### [PROBLEM DESCRIPTION]
Transcribe the entries exactly as they stand below, passing over any picture.

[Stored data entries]
────────────────────────────────────────

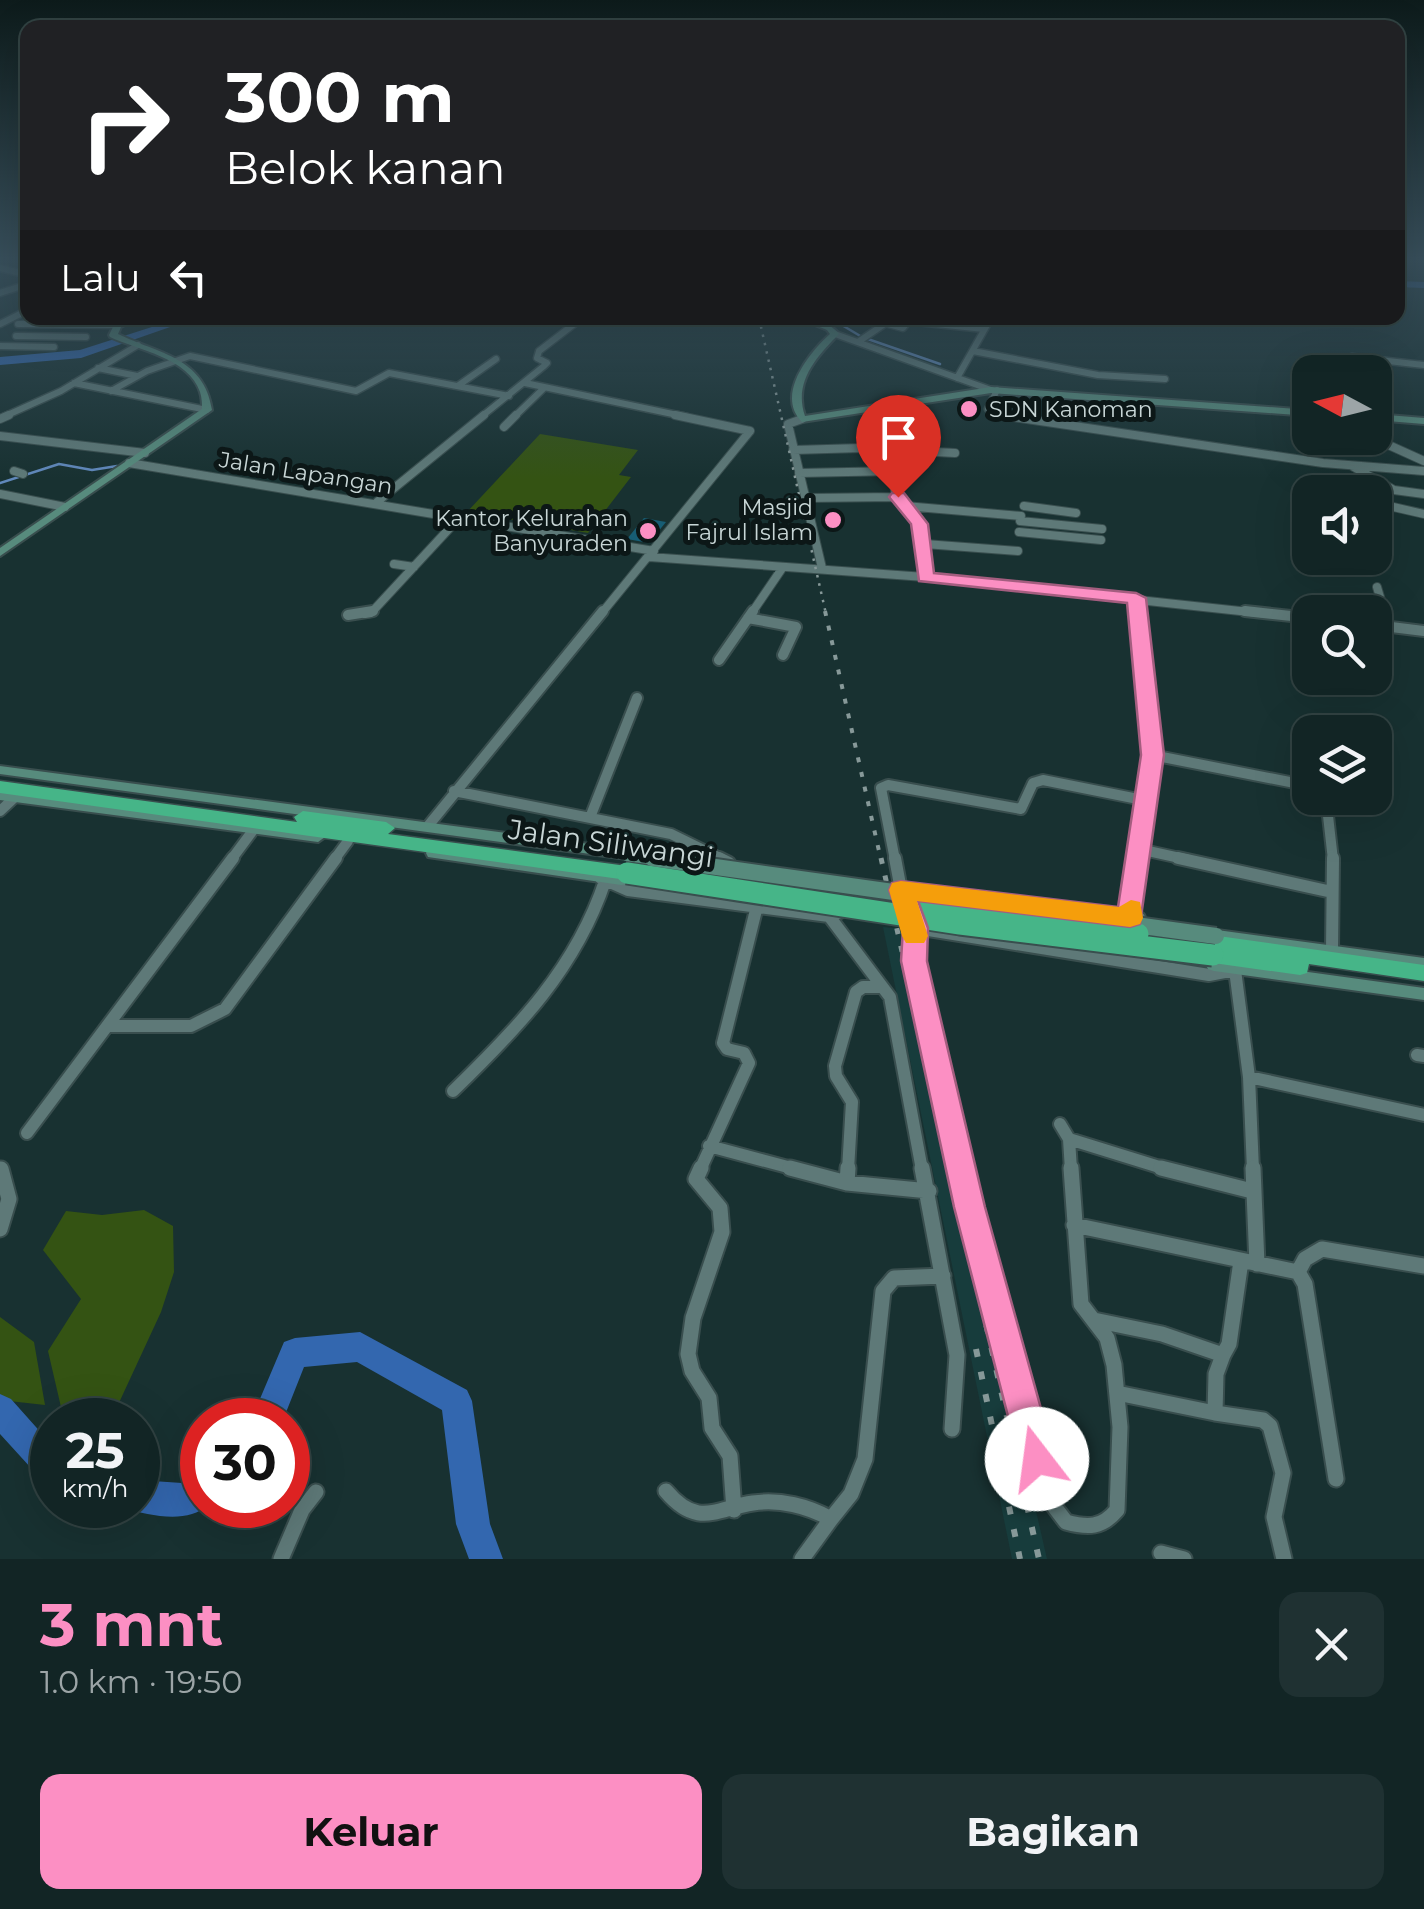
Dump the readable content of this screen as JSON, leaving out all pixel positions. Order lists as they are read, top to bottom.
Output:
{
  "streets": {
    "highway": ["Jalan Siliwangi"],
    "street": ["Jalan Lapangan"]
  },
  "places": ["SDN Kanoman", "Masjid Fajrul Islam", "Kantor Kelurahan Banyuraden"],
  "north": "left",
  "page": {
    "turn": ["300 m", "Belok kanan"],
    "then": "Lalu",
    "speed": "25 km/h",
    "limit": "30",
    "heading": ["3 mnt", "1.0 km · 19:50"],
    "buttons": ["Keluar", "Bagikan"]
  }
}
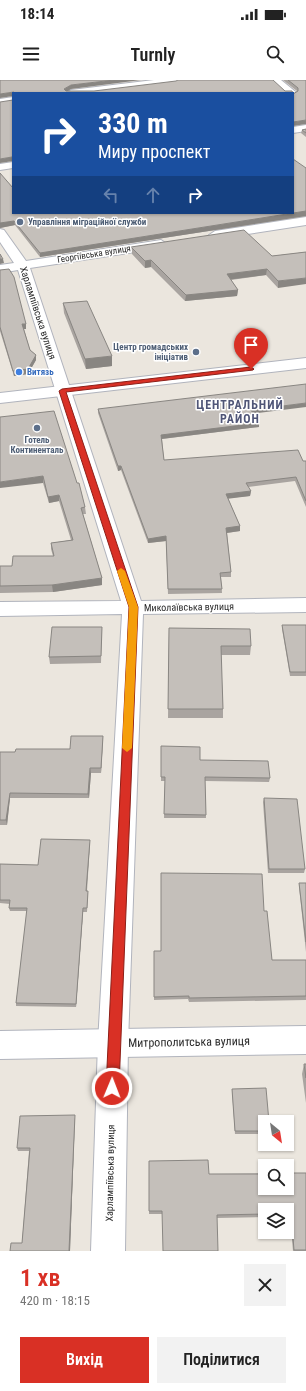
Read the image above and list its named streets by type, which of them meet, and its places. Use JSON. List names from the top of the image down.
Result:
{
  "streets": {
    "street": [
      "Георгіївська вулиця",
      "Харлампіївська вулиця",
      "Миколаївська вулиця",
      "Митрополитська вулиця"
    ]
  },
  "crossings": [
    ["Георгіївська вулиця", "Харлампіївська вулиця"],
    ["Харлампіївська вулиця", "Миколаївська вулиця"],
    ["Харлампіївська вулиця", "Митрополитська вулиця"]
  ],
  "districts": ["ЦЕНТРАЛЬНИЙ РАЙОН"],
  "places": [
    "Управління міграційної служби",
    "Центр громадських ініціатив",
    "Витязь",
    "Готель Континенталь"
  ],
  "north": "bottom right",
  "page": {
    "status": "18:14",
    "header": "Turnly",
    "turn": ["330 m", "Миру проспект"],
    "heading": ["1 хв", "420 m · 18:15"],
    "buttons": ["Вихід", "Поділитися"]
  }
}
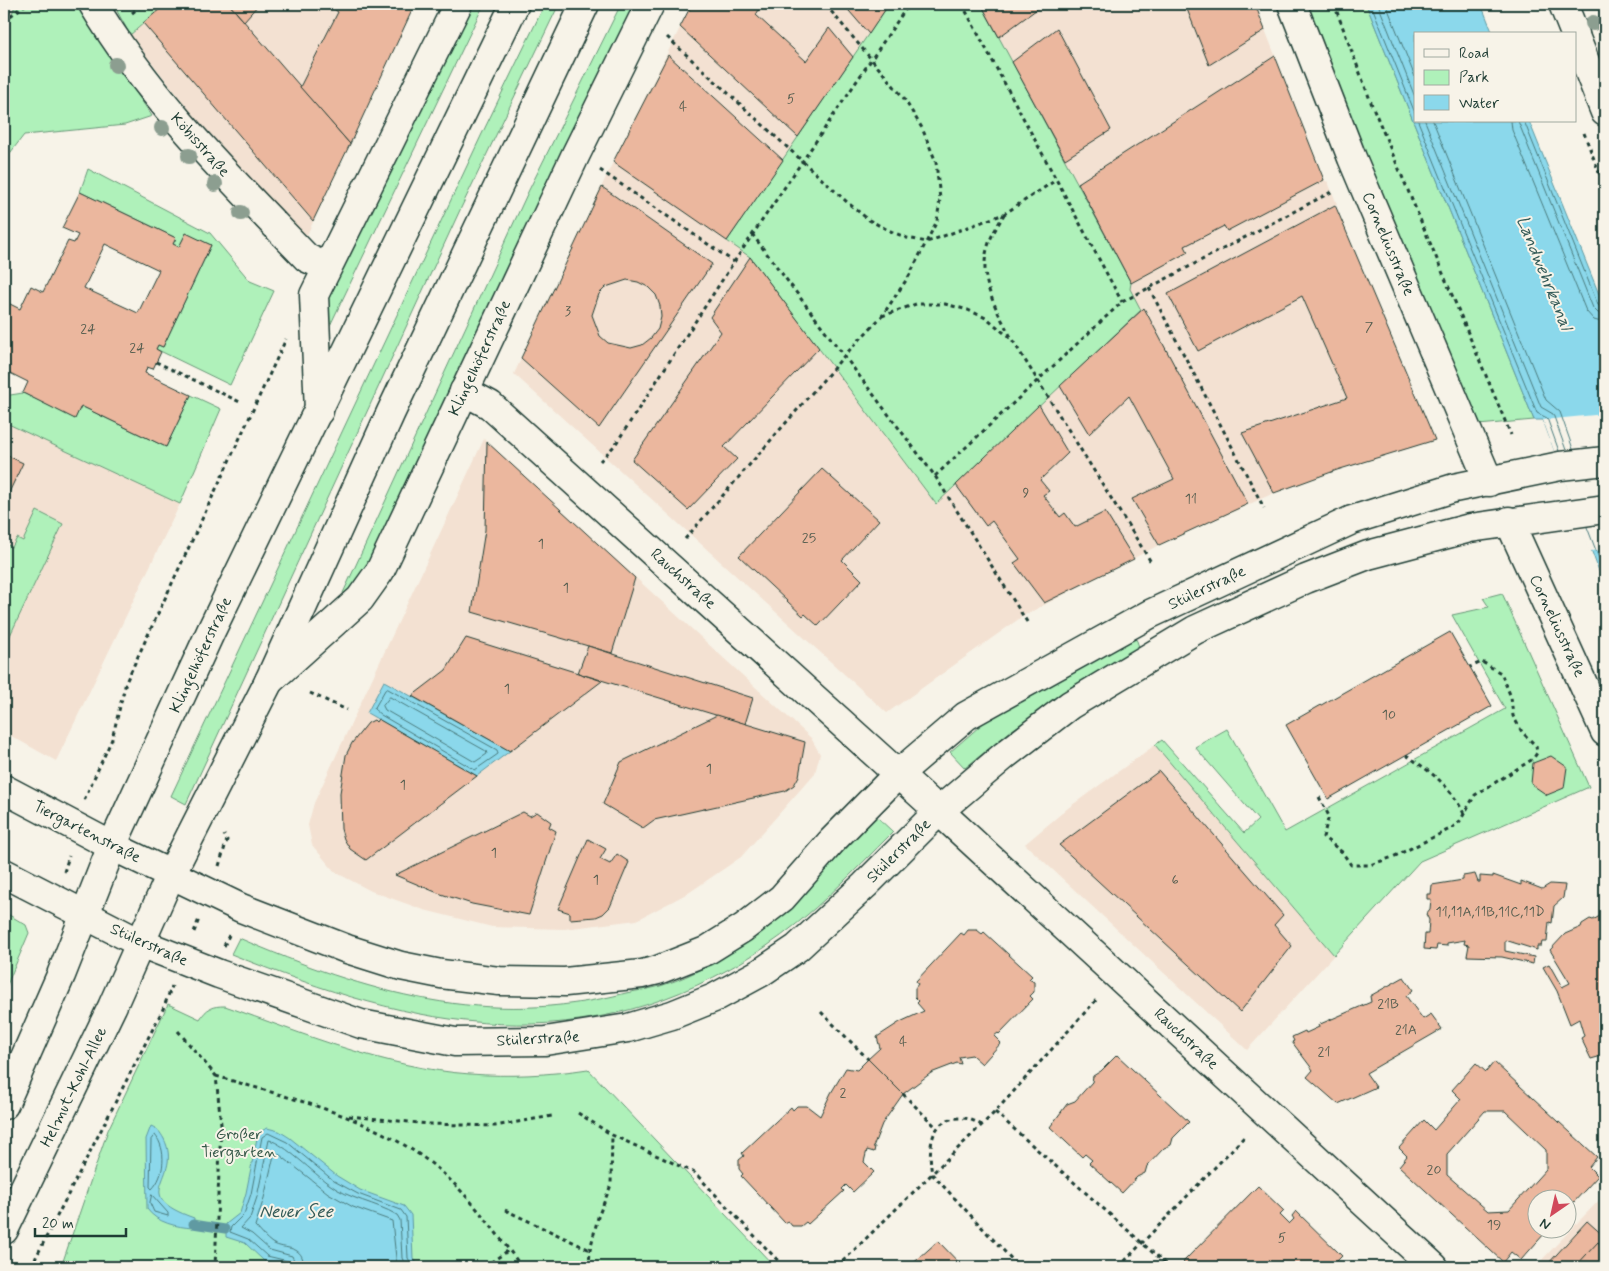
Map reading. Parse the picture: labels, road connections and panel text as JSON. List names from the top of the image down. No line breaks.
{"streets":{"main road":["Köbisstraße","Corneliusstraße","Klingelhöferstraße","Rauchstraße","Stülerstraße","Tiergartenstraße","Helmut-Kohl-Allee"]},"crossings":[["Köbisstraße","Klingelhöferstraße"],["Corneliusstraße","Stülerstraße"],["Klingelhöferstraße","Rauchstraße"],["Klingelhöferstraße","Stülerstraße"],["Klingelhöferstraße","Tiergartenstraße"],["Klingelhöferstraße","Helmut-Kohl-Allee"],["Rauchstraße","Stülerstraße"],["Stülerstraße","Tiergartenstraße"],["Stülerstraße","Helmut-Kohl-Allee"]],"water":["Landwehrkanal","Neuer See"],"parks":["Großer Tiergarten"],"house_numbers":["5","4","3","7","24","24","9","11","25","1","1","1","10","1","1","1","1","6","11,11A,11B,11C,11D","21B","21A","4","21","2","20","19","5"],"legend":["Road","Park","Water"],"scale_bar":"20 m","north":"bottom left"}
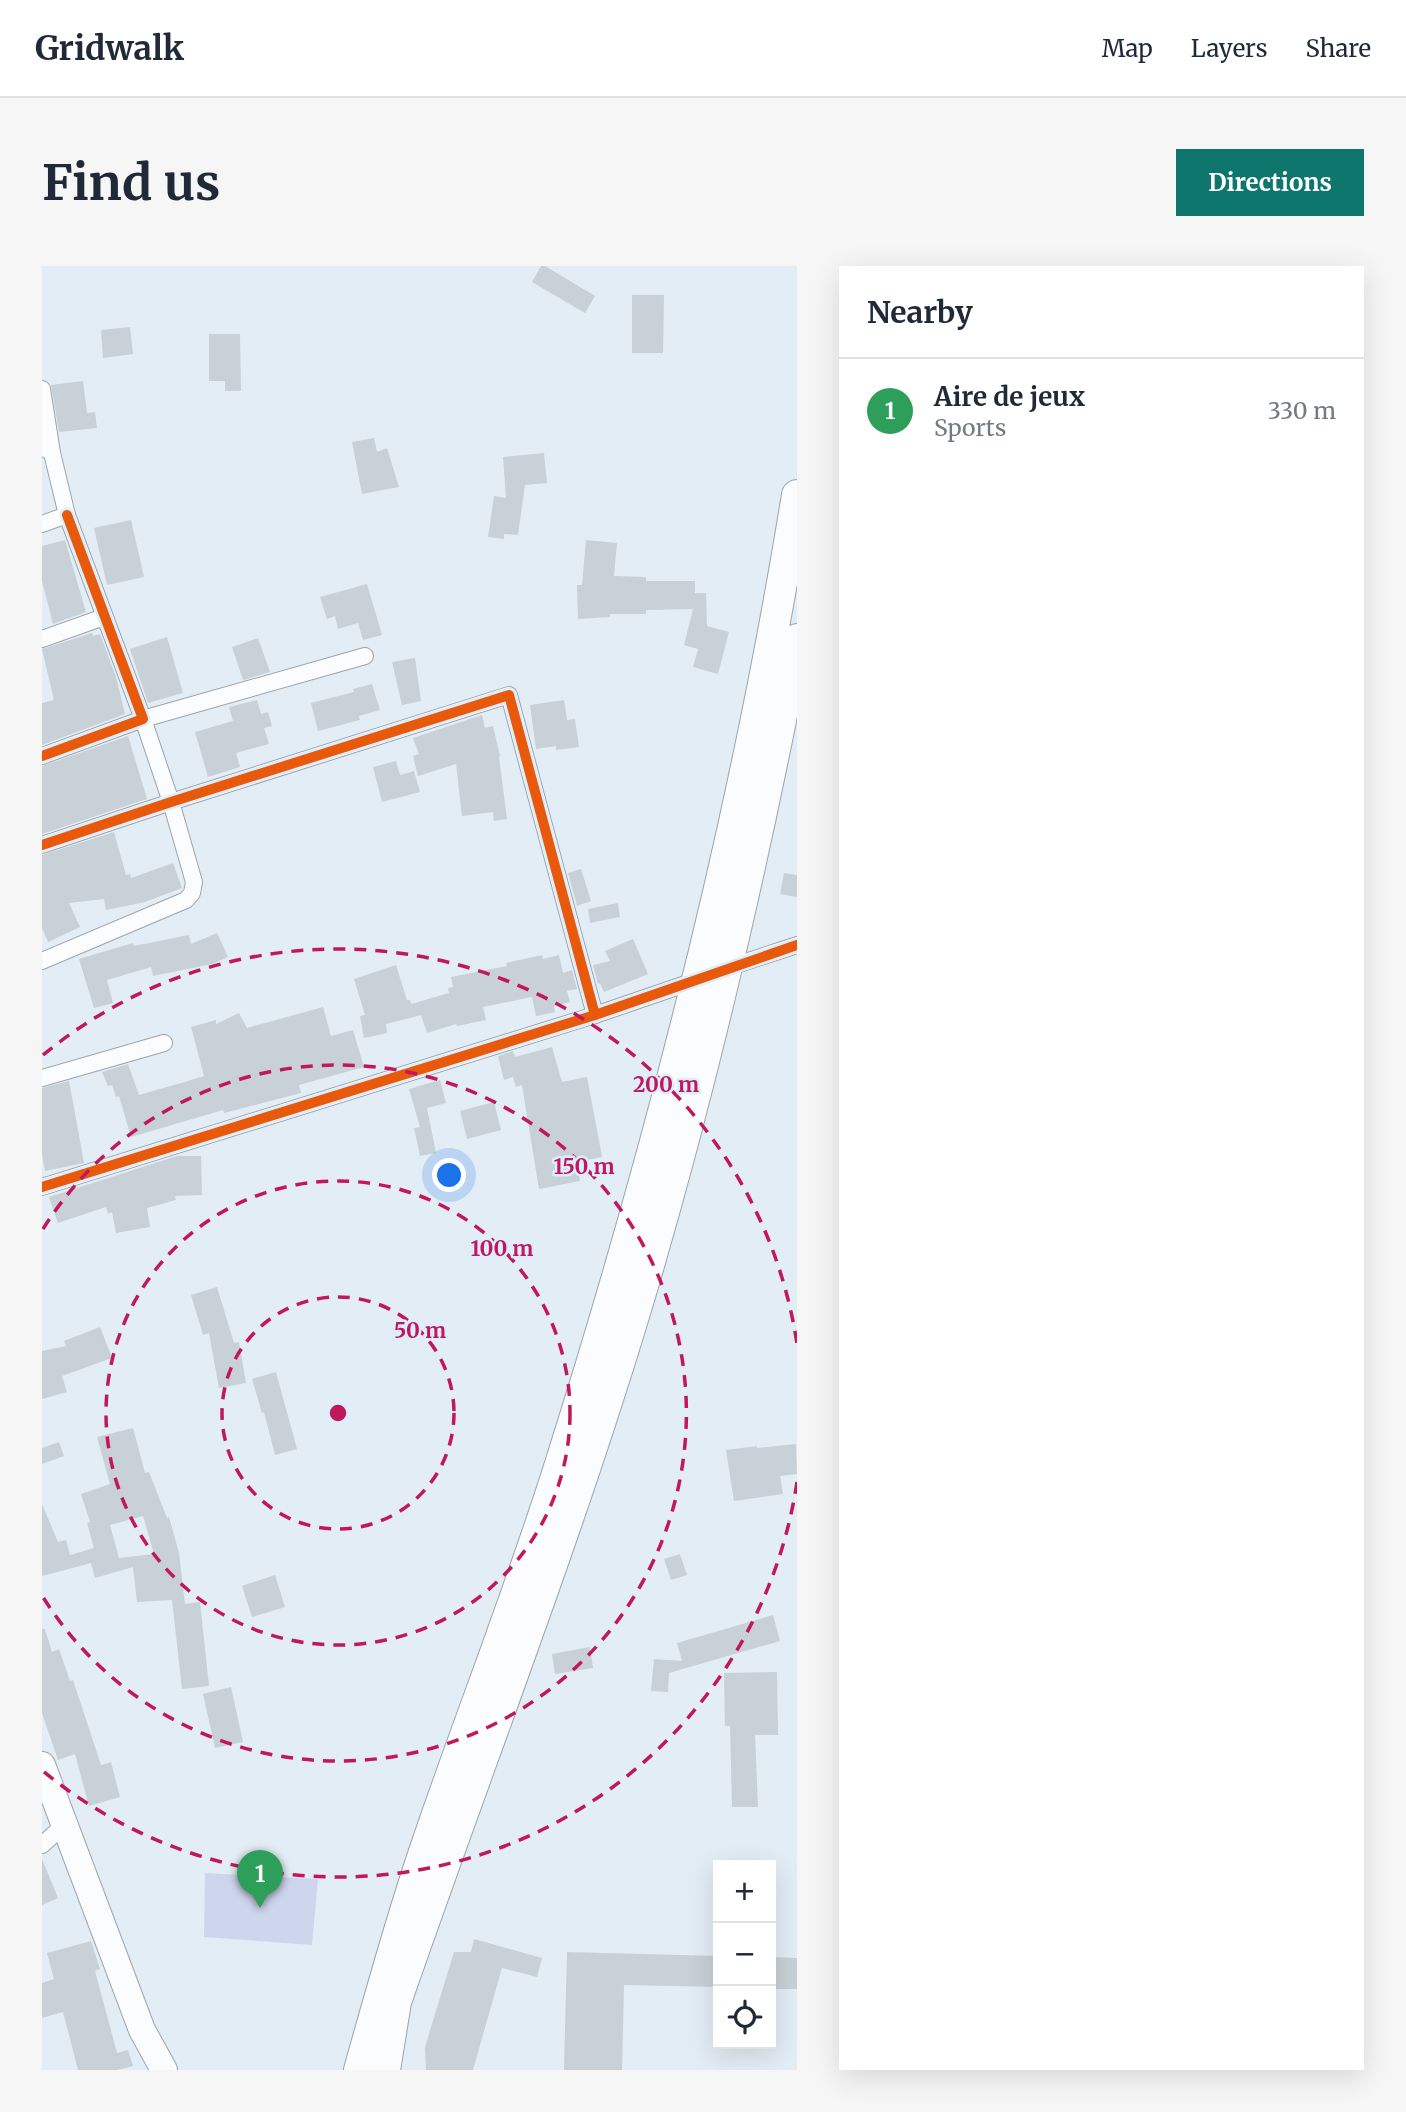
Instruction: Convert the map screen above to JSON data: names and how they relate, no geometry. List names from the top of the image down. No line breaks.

────────────────────────────────────────

### [EXERCISE ANSWER]
Dump the readable content of this screen as JSON, leaving out all pixel positions. Order lists as they are read, top to bottom.
Output:
{
  "streets": {
    "highway": ["Jalan Siliwangi"],
    "street": ["Jalan Lapangan"]
  },
  "places": ["SDN Kanoman", "Masjid Fajrul Islam", "Kantor Kelurahan Banyuraden"],
  "north": "left",
  "page": {
    "turn": ["300 m", "Belok kanan"],
    "then": "Lalu",
    "speed": "25 km/h",
    "limit": "30",
    "heading": ["3 mnt", "1.0 km · 19:50"],
    "buttons": ["Keluar", "Bagikan"]
  }
}
Read the image above and list its named streets by type, which of them meet, and its places. Use JSON. List names from the top of the image down.
Result:
{
  "streets": {
    "street": [
      "Георгіївська вулиця",
      "Харлампіївська вулиця",
      "Миколаївська вулиця",
      "Митрополитська вулиця"
    ]
  },
  "crossings": [
    ["Георгіївська вулиця", "Харлампіївська вулиця"],
    ["Харлампіївська вулиця", "Миколаївська вулиця"],
    ["Харлампіївська вулиця", "Митрополитська вулиця"]
  ],
  "districts": ["ЦЕНТРАЛЬНИЙ РАЙОН"],
  "places": [
    "Управління міграційної служби",
    "Центр громадських ініціатив",
    "Витязь",
    "Готель Континенталь"
  ],
  "north": "bottom right",
  "page": {
    "status": "18:14",
    "header": "Turnly",
    "turn": ["330 m", "Миру проспект"],
    "heading": ["1 хв", "420 m · 18:15"],
    "buttons": ["Вихід", "Поділитися"]
  }
}
Map reading. Parse the picture: labels, road connections and panel text as JSON. List names from the top of the image down. No line breaks.
{"streets":{"main road":["Köbisstraße","Corneliusstraße","Klingelhöferstraße","Rauchstraße","Stülerstraße","Tiergartenstraße","Helmut-Kohl-Allee"]},"crossings":[["Köbisstraße","Klingelhöferstraße"],["Corneliusstraße","Stülerstraße"],["Klingelhöferstraße","Rauchstraße"],["Klingelhöferstraße","Stülerstraße"],["Klingelhöferstraße","Tiergartenstraße"],["Klingelhöferstraße","Helmut-Kohl-Allee"],["Rauchstraße","Stülerstraße"],["Stülerstraße","Tiergartenstraße"],["Stülerstraße","Helmut-Kohl-Allee"]],"water":["Landwehrkanal","Neuer See"],"parks":["Großer Tiergarten"],"house_numbers":["5","4","3","7","24","24","9","11","25","1","1","1","10","1","1","1","1","6","11,11A,11B,11C,11D","21B","21A","4","21","2","20","19","5"],"legend":["Road","Park","Water"],"scale_bar":"20 m","north":"bottom left"}
Instruction: Convert the map screen above to JSON data: names and how they relate, no geometry. List names from the top of the image down. No line breaks.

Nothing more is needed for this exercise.